ABOUT THIS EXERCISE: Once more, print the records exactly as given.
╔══
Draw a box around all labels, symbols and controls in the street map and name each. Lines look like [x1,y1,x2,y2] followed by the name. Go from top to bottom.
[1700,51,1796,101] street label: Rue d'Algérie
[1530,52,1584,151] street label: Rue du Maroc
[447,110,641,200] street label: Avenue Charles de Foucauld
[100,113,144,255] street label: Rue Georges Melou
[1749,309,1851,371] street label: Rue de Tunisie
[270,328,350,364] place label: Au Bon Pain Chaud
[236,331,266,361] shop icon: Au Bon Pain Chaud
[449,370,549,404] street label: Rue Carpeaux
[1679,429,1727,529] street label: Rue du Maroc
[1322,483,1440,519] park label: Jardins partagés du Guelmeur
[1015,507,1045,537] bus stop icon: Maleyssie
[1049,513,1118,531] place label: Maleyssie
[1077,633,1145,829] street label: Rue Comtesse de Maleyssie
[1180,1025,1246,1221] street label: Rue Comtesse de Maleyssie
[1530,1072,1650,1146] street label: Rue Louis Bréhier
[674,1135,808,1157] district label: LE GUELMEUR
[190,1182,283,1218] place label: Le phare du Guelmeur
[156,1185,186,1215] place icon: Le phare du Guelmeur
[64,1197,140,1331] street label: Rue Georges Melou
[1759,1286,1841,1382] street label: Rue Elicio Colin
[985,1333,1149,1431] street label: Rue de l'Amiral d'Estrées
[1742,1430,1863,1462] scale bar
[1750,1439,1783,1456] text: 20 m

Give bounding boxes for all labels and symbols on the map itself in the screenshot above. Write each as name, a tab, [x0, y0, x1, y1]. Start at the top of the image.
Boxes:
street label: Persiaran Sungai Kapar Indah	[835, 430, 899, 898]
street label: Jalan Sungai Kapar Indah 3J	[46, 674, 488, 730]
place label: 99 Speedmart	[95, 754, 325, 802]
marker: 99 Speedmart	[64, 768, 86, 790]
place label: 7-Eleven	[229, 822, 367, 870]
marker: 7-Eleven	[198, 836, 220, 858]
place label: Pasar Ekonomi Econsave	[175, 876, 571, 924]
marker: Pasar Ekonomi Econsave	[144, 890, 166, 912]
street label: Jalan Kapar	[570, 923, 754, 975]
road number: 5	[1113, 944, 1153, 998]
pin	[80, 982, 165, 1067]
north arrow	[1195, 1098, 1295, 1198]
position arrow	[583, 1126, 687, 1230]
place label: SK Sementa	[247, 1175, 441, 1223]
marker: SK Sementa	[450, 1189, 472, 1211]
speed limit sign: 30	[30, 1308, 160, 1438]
╚══
WRITTEN REPLY:
Draw a box around all labels, symbols and controls in the street map and name each. Lines look like [x1,y1,x2,y2] followed by the name. Go from top to bottom.
[1700,51,1796,101] street label: Rue d'Algérie
[1530,52,1584,151] street label: Rue du Maroc
[447,110,641,200] street label: Avenue Charles de Foucauld
[100,113,144,255] street label: Rue Georges Melou
[1749,309,1851,371] street label: Rue de Tunisie
[270,328,350,364] place label: Au Bon Pain Chaud
[236,331,266,361] shop icon: Au Bon Pain Chaud
[449,370,549,404] street label: Rue Carpeaux
[1679,429,1727,529] street label: Rue du Maroc
[1322,483,1440,519] park label: Jardins partagés du Guelmeur
[1015,507,1045,537] bus stop icon: Maleyssie
[1049,513,1118,531] place label: Maleyssie
[1077,633,1145,829] street label: Rue Comtesse de Maleyssie
[1180,1025,1246,1221] street label: Rue Comtesse de Maleyssie
[1530,1072,1650,1146] street label: Rue Louis Bréhier
[674,1135,808,1157] district label: LE GUELMEUR
[190,1182,283,1218] place label: Le phare du Guelmeur
[156,1185,186,1215] place icon: Le phare du Guelmeur
[64,1197,140,1331] street label: Rue Georges Melou
[1759,1286,1841,1382] street label: Rue Elicio Colin
[985,1333,1149,1431] street label: Rue de l'Amiral d'Estrées
[1742,1430,1863,1462] scale bar
[1750,1439,1783,1456] text: 20 m

Give bounding boxes for all labels and symbols on the map itself in the screenshot above. Write each as name, a tab, [x0, y0, x1, y1]. Start at the top of the image.
Boxes:
street label: Persiaran Sungai Kapar Indah	[835, 430, 899, 898]
street label: Jalan Sungai Kapar Indah 3J	[46, 674, 488, 730]
place label: 99 Speedmart	[95, 754, 325, 802]
marker: 99 Speedmart	[64, 768, 86, 790]
place label: 7-Eleven	[229, 822, 367, 870]
marker: 7-Eleven	[198, 836, 220, 858]
place label: Pasar Ekonomi Econsave	[175, 876, 571, 924]
marker: Pasar Ekonomi Econsave	[144, 890, 166, 912]
street label: Jalan Kapar	[570, 923, 754, 975]
road number: 5	[1113, 944, 1153, 998]
pin	[80, 982, 165, 1067]
north arrow	[1195, 1098, 1295, 1198]
position arrow	[583, 1126, 687, 1230]
place label: SK Sementa	[247, 1175, 441, 1223]
marker: SK Sementa	[450, 1189, 472, 1211]
speed limit sign: 30	[30, 1308, 160, 1438]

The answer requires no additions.